Vous « remettez sur les rails » les enfants qui vous sont confiés. Sur quelle pédagogie originale vous appuyez-vous ?
Nous n’avons pas une pédagogie très originale mais nous essayons surtout de connaître chacun et de nous adapter à lui. Nous pratiquons beaucoup la « pédagogie de la réussite, encourageant le jeune dans tout ce qu’il fait, en lui donnant la possibilité de se tromper, en croyant en lui, en valorisant ses réussites, en créant un climat de confiance, de chaleur, de joie, de patience, en reconnaissant l’enfant tel qu’il est, en favorisant sa créativité, en s’adaptant à son rythme, en pratiquant des activités transversales : musique, théâtre, jardinage, élevage, peinture, cuisine, couture, sport.
En réalité, pour aider les jeunes à sortir de leur échec, nous n’avons pas de recette mais nous avons une clé, la seule capable d’ouvrir toutes les portes, c’est la clé de l’Amour, non l’amour qui vient de nous mais l’Amour qui coule en nous, l’Amour par lequel nous existons. C’est la seule clé qui permet de dépasser leurs peurs et leurs échecs. Les programmes pédagogiques sont les mêmes que ceux de l’Education Nationale mais ils sont transversaux et investissent les jeunes dans la découverte des cycles du vivant. Ils leur enseignent que tout est relié. Nous nous inspirons de Freinet, Montessori, Lagaranderie mais tout est personnalisé en fonction de chacun.

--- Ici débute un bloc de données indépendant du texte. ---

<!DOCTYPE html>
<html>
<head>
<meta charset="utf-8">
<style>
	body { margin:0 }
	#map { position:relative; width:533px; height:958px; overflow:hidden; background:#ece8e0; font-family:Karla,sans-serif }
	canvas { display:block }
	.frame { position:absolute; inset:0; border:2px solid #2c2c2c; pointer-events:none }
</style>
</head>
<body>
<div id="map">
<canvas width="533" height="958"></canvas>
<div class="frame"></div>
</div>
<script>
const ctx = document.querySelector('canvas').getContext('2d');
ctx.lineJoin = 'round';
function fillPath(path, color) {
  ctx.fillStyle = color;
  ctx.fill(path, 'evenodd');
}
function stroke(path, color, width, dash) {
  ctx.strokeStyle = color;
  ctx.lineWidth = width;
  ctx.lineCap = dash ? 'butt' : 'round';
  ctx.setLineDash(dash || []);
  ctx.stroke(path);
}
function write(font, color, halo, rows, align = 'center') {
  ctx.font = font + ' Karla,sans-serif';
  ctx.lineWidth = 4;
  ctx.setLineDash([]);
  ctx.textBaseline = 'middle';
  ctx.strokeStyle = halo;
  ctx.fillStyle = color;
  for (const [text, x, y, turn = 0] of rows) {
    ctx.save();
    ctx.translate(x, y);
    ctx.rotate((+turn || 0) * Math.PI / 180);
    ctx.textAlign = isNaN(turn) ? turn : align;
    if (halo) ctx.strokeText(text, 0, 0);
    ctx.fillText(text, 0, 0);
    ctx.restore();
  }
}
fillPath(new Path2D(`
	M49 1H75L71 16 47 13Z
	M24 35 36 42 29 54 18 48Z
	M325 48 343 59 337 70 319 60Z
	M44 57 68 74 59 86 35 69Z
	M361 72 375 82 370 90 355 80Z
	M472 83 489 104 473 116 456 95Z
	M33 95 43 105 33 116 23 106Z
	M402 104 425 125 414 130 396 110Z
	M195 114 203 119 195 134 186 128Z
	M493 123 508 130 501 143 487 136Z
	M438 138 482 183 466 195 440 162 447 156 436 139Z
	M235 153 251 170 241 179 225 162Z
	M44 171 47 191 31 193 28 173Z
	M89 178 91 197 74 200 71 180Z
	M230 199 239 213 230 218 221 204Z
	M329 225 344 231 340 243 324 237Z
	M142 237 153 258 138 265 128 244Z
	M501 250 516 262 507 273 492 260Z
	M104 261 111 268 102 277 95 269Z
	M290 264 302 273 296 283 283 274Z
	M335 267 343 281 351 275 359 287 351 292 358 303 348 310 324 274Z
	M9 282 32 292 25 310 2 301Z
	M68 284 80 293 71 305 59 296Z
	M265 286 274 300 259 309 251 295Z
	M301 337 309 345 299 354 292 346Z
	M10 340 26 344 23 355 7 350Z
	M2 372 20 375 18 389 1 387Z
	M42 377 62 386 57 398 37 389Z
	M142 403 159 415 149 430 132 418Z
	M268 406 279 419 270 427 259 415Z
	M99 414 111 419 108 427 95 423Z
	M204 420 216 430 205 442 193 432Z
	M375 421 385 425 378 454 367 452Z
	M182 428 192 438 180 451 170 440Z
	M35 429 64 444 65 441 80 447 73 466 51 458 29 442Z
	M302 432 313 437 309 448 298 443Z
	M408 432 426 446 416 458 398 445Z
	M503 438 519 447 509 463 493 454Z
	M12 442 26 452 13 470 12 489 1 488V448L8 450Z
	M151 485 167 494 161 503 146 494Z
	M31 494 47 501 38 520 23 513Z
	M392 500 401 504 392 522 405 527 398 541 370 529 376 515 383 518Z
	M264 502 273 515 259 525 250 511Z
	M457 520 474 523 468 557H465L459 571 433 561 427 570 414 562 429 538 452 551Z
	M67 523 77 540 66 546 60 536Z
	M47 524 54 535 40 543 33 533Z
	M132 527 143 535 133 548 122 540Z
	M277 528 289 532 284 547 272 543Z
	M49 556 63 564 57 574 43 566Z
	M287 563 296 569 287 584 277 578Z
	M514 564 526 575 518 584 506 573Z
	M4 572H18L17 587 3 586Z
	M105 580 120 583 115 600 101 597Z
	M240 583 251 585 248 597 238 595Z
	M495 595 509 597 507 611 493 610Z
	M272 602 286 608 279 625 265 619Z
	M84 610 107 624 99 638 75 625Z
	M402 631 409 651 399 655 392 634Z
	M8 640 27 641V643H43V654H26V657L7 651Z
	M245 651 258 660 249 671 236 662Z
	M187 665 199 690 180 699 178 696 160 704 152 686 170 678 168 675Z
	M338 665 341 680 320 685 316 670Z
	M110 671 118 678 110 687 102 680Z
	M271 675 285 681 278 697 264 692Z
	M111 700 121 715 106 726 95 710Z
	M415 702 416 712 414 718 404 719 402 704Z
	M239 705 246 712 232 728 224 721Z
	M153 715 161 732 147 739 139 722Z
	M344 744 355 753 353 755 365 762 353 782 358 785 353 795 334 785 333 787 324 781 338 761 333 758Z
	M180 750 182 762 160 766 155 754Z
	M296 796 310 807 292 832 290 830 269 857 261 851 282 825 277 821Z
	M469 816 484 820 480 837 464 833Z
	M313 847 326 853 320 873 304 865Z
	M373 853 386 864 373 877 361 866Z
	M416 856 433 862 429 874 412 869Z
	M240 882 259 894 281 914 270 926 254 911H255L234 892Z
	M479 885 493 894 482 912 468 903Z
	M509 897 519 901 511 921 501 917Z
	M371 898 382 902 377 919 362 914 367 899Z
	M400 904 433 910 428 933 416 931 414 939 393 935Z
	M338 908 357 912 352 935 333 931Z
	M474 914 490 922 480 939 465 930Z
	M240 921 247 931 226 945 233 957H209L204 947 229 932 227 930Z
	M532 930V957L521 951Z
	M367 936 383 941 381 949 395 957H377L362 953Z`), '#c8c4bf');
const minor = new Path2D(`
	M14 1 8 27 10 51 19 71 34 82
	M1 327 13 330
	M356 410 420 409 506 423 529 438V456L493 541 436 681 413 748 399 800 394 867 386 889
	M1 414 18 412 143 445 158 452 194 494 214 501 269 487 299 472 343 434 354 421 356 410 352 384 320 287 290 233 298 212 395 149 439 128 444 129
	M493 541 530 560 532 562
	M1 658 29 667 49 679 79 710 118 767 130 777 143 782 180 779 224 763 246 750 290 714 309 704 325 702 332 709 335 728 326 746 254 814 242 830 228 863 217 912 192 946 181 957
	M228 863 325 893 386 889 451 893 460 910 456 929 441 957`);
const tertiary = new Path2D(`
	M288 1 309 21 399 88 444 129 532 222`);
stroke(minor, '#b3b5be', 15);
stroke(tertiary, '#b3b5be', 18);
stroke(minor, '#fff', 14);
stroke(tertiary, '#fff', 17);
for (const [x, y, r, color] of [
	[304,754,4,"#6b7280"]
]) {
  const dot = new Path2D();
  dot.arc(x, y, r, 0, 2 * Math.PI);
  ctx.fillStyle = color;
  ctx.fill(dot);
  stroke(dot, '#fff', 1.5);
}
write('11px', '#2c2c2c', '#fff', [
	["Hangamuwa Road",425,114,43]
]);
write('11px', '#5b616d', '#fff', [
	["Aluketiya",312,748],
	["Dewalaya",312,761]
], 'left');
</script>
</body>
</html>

Vous venez d’inaugurer la « ferme école du Village des plateaux ». Pourquoi cette dénomination ?
Avant tout, le village des Plateaux voudrait être un village solidaire où jeunes et ainés se côtoient et s’apportent mutuellement. Et pour poursuivre le projet, ça serait un quartier pour les ainés, un quartier pour les adultes eux aussi blessés par la vie.
Pourquoi la « ferme école » ? Nous pensons que la ferme est un lieu d’ancrage privilégié avec la réalité. Replacer au cœur d’un lieu vivant les apprentissages théoriques et pratiques offre aux jeunes de s’épanouir pleinement. La ferme propose le développement en parallèle « de la tête, des mains et du cœur ». Des ateliers quotidiens permettent l’acquisition de compétences manuelles et artisanales qui contribuent efficacement au développement du cerveau. Puis, c’est dans la participation à un projet que le jeune apprend à être responsable. Et, investir le jeune de responsabilités est le seul moyen de lui redonner le sens de l’effort. Outre la confiance en soi, la présence d’animaux apprend aux jeunes à gérer ses émotions. L’animal est le point d’appui idéal pour établir un nouveau mode de relation avec l’adulte.
A travers une pédagogie active fondée sur la confiance en lien avec la nature, les jeunes se reconstruisent. Et c’est bien l’école de la vie, une vie d’école au sein d’une ferme.